New images from two Mars-orbiting satellites capture times when the planet was pummeled by at least two meteorites at once.
The slug-shaped crater above, photographed on Aug. 4, 2010 by ESA's Mars Express spacecraft, was probably carved by a chain of projectiles coming in at a shallow angle. The 48-mile-long crater has no name, but it lies in Mars' heavily cratered southern highlands, just south of a large crater called the Huygens basin.
Astronomers have speculated that similarly oblong basins were formed by one oblique impact or by volcanic flows. But the shape of the material tossed out of this crater in the initial impact, called the ejecta blanket, suggests the unnamed scar came from a double punch.
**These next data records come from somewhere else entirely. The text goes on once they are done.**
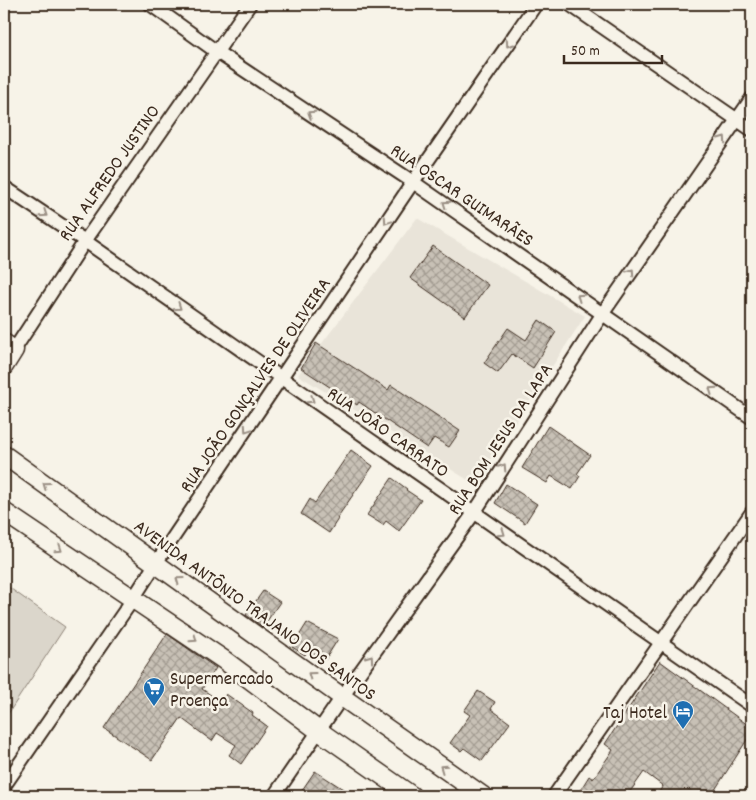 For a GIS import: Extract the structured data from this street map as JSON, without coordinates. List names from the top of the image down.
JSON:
{
  "streets": {
    "main road": ["RUA ALFREDO JUSTINO", "AVENIDA ANTÔNIO TRAJANO DOS SANTOS"],
    "street": [
      "RUA OSCAR GUIMARÃES",
      "RUA JOÃO GONÇALVES DE OLIVEIRA",
      "RUA JOÃO CARRATO",
      "RUA BOM JESUS DA LAPA"
    ]
  },
  "crossings": [
    ["RUA ALFREDO JUSTINO", "RUA OSCAR GUIMARÃES"],
    ["RUA ALFREDO JUSTINO", "RUA JOÃO CARRATO"],
    ["RUA OSCAR GUIMARÃES", "RUA JOÃO GONÇALVES DE OLIVEIRA"],
    ["RUA OSCAR GUIMARÃES", "RUA BOM JESUS DA LAPA"],
    ["RUA JOÃO GONÇALVES DE OLIVEIRA", "RUA JOÃO CARRATO"],
    ["RUA JOÃO GONÇALVES DE OLIVEIRA", "AVENIDA ANTÔNIO TRAJANO DOS SANTOS"],
    ["RUA JOÃO CARRATO", "RUA BOM JESUS DA LAPA"],
    ["RUA BOM JESUS DA LAPA", "AVENIDA ANTÔNIO TRAJANO DOS SANTOS"]
  ],
  "one_way": [
    "RUA OSCAR GUIMARÃES",
    "RUA JOÃO GONÇALVES DE OLIVEIRA",
    "RUA JOÃO CARRATO",
    "RUA BOM JESUS DA LAPA"
  ],
  "places": {
    "supermarket": ["Supermercado Proença"],
    "hotel": ["Taj Hotel"]
  },
  "scale_bar": "50 m"
}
The blanket shows two distinct lobes like butterfly wings, hinting that each blob was excavated by a different incoming rock.
Three deeper areas inside the crater itself suggest that there could have been more than two impactors. Smaller craters that lie to the gouge's right probably formed later.
A photo taken Jan. 10 with NASA's HiRISE camera is even more striking. The image below shows two symmetrical, neatly overlapping craters that must have formed at the same time.
The assailing rocks could have been parts of a once-intact body that broke up on its way through Mars' thin atmosphere before slamming into the surface. Several known celestial bodies, including the rubbly asteroid Itokawa and the chicken-leg-shaped comet Hartley 2, would likely break in two and form simultaneous impact craters if they smacked into a planet.
Although planets suffer fewer slings and arrows now than they did in the solar system's youth, Mars is headed for another rough time. One of its moons, Phobos, will collide with the planet in a few tens of millions of years, breaking up in the process to form more wonky-shaped impact craters.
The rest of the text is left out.